### Work order:
Where a line in the listing below holds "Schuh", add it to the tally, and reply with that tally alone.

==*==

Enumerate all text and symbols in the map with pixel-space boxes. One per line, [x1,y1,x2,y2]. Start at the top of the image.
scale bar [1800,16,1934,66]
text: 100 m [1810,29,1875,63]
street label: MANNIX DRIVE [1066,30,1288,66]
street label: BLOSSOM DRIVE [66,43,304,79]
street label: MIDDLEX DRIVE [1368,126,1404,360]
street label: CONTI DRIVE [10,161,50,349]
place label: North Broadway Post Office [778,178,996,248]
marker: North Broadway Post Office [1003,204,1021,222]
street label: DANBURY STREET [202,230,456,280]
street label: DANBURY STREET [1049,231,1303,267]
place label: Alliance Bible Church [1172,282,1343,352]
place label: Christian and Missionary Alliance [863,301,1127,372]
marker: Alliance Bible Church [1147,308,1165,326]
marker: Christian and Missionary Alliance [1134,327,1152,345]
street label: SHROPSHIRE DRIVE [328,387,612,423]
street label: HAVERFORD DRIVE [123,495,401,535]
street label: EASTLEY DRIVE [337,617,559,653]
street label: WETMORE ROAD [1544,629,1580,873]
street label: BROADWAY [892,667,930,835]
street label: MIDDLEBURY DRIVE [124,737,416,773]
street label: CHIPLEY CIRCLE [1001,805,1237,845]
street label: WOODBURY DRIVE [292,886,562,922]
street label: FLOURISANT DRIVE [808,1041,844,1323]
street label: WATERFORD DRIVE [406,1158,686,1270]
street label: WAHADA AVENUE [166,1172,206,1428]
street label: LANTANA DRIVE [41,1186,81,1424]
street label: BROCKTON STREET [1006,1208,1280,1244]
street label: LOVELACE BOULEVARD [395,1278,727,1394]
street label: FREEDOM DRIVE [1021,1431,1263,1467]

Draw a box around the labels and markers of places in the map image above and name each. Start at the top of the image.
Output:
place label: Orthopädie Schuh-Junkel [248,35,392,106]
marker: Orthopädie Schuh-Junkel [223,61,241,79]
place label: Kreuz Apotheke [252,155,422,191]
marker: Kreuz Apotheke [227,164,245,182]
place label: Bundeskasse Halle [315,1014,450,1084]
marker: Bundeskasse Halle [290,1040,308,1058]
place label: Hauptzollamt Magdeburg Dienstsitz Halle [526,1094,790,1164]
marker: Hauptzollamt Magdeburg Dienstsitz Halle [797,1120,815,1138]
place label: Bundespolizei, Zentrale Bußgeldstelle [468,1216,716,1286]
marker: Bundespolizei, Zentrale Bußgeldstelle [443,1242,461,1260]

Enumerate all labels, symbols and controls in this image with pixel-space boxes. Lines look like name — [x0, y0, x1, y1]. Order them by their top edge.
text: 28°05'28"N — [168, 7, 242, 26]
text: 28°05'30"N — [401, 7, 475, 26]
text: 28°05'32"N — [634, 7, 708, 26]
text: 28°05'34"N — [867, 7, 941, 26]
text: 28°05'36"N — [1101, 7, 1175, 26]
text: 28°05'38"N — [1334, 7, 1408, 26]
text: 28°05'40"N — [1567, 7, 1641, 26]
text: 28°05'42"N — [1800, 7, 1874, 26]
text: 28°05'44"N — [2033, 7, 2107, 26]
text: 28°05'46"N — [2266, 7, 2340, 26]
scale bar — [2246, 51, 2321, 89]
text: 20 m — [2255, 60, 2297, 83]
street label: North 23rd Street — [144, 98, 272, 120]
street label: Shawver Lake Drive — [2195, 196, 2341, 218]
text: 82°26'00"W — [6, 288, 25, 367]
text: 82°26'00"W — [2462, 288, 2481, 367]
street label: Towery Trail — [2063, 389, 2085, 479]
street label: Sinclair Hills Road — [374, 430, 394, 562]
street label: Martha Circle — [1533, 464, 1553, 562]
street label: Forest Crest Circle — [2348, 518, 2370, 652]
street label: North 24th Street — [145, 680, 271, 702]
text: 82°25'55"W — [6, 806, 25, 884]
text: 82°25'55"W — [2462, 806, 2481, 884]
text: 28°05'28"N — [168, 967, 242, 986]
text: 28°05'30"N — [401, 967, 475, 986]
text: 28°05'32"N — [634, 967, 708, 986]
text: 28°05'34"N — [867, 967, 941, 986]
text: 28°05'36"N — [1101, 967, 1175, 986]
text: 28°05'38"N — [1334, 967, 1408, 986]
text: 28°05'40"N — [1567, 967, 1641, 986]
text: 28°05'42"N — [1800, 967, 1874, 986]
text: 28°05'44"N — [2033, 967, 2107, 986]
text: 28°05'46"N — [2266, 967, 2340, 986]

==*==

### Final answer:
2